**Problem to work on:**
Below are some entries. Count how many of their lines include "Court", then give that number only.
Top of Exercise materials
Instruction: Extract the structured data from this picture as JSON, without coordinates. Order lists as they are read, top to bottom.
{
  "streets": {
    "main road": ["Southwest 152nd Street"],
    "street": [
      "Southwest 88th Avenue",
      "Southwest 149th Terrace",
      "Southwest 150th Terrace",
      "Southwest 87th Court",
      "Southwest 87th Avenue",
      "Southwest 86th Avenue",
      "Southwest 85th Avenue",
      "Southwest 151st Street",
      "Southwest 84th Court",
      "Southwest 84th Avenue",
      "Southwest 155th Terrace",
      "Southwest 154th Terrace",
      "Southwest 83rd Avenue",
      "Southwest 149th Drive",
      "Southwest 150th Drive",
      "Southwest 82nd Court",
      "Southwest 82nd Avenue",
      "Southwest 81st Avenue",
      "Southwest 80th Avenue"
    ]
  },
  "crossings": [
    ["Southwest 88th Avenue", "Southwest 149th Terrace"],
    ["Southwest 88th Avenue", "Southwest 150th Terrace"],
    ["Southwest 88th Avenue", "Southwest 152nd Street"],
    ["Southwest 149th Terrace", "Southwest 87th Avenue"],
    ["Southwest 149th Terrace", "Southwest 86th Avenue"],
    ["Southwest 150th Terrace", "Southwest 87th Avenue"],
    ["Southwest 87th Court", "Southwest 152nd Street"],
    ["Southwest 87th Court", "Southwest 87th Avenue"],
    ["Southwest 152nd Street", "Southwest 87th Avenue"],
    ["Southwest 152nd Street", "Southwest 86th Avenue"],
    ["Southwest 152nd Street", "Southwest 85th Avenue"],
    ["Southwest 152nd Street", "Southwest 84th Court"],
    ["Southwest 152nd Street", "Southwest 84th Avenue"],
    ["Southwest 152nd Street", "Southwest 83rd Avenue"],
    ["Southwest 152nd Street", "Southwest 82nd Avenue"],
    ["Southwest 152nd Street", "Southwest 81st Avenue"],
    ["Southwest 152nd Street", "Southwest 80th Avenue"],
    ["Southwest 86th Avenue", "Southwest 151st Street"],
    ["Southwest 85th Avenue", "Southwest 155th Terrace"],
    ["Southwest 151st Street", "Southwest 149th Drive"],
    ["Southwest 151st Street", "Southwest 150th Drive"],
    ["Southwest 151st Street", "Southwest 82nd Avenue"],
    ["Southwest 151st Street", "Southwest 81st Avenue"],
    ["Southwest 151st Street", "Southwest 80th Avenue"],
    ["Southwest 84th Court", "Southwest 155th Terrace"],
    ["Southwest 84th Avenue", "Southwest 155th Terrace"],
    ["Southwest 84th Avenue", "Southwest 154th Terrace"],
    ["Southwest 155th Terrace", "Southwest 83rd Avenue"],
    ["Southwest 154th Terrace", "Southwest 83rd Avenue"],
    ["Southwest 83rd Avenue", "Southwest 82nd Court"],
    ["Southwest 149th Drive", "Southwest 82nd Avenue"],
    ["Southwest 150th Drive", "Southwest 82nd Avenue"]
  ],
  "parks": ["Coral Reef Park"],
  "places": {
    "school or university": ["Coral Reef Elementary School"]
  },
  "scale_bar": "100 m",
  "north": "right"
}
Bottom of Exercise materials
**Result for this task:**
8